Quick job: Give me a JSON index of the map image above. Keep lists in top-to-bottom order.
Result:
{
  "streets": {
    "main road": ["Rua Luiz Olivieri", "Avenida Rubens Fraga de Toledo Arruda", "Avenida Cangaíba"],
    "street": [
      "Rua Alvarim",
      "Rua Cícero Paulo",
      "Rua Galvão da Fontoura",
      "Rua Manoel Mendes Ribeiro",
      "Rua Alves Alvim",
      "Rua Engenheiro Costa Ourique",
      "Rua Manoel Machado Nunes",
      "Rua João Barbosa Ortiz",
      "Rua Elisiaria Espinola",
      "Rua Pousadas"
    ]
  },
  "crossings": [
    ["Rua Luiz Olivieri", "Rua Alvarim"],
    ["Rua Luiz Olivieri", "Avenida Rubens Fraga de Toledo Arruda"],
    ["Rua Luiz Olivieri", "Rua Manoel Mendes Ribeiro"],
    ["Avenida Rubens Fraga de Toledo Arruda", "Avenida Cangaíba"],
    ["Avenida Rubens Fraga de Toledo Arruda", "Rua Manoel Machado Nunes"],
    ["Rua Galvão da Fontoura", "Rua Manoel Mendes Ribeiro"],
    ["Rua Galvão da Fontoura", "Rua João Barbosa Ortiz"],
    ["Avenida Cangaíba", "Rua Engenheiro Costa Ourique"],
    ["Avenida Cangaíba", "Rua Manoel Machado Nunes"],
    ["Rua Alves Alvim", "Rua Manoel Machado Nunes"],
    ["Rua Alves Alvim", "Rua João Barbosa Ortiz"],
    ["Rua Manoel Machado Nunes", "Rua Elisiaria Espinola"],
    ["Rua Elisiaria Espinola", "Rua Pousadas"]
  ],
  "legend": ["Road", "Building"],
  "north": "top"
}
☆ ☆ ☆
Work required -> All the entries must be retyped exactly.

Task output ->
Quick job: Give me a JSON index of the map image above. Keep lists in top-to-bottom order.
Result:
{
  "streets": {
    "main road": ["Rua Luiz Olivieri", "Avenida Rubens Fraga de Toledo Arruda", "Avenida Cangaíba"],
    "street": [
      "Rua Alvarim",
      "Rua Cícero Paulo",
      "Rua Galvão da Fontoura",
      "Rua Manoel Mendes Ribeiro",
      "Rua Alves Alvim",
      "Rua Engenheiro Costa Ourique",
      "Rua Manoel Machado Nunes",
      "Rua João Barbosa Ortiz",
      "Rua Elisiaria Espinola",
      "Rua Pousadas"
    ]
  },
  "crossings": [
    ["Rua Luiz Olivieri", "Rua Alvarim"],
    ["Rua Luiz Olivieri", "Avenida Rubens Fraga de Toledo Arruda"],
    ["Rua Luiz Olivieri", "Rua Manoel Mendes Ribeiro"],
    ["Avenida Rubens Fraga de Toledo Arruda", "Avenida Cangaíba"],
    ["Avenida Rubens Fraga de Toledo Arruda", "Rua Manoel Machado Nunes"],
    ["Rua Galvão da Fontoura", "Rua Manoel Mendes Ribeiro"],
    ["Rua Galvão da Fontoura", "Rua João Barbosa Ortiz"],
    ["Avenida Cangaíba", "Rua Engenheiro Costa Ourique"],
    ["Avenida Cangaíba", "Rua Manoel Machado Nunes"],
    ["Rua Alves Alvim", "Rua Manoel Machado Nunes"],
    ["Rua Alves Alvim", "Rua João Barbosa Ortiz"],
    ["Rua Manoel Machado Nunes", "Rua Elisiaria Espinola"],
    ["Rua Elisiaria Espinola", "Rua Pousadas"]
  ],
  "legend": ["Road", "Building"],
  "north": "top"
}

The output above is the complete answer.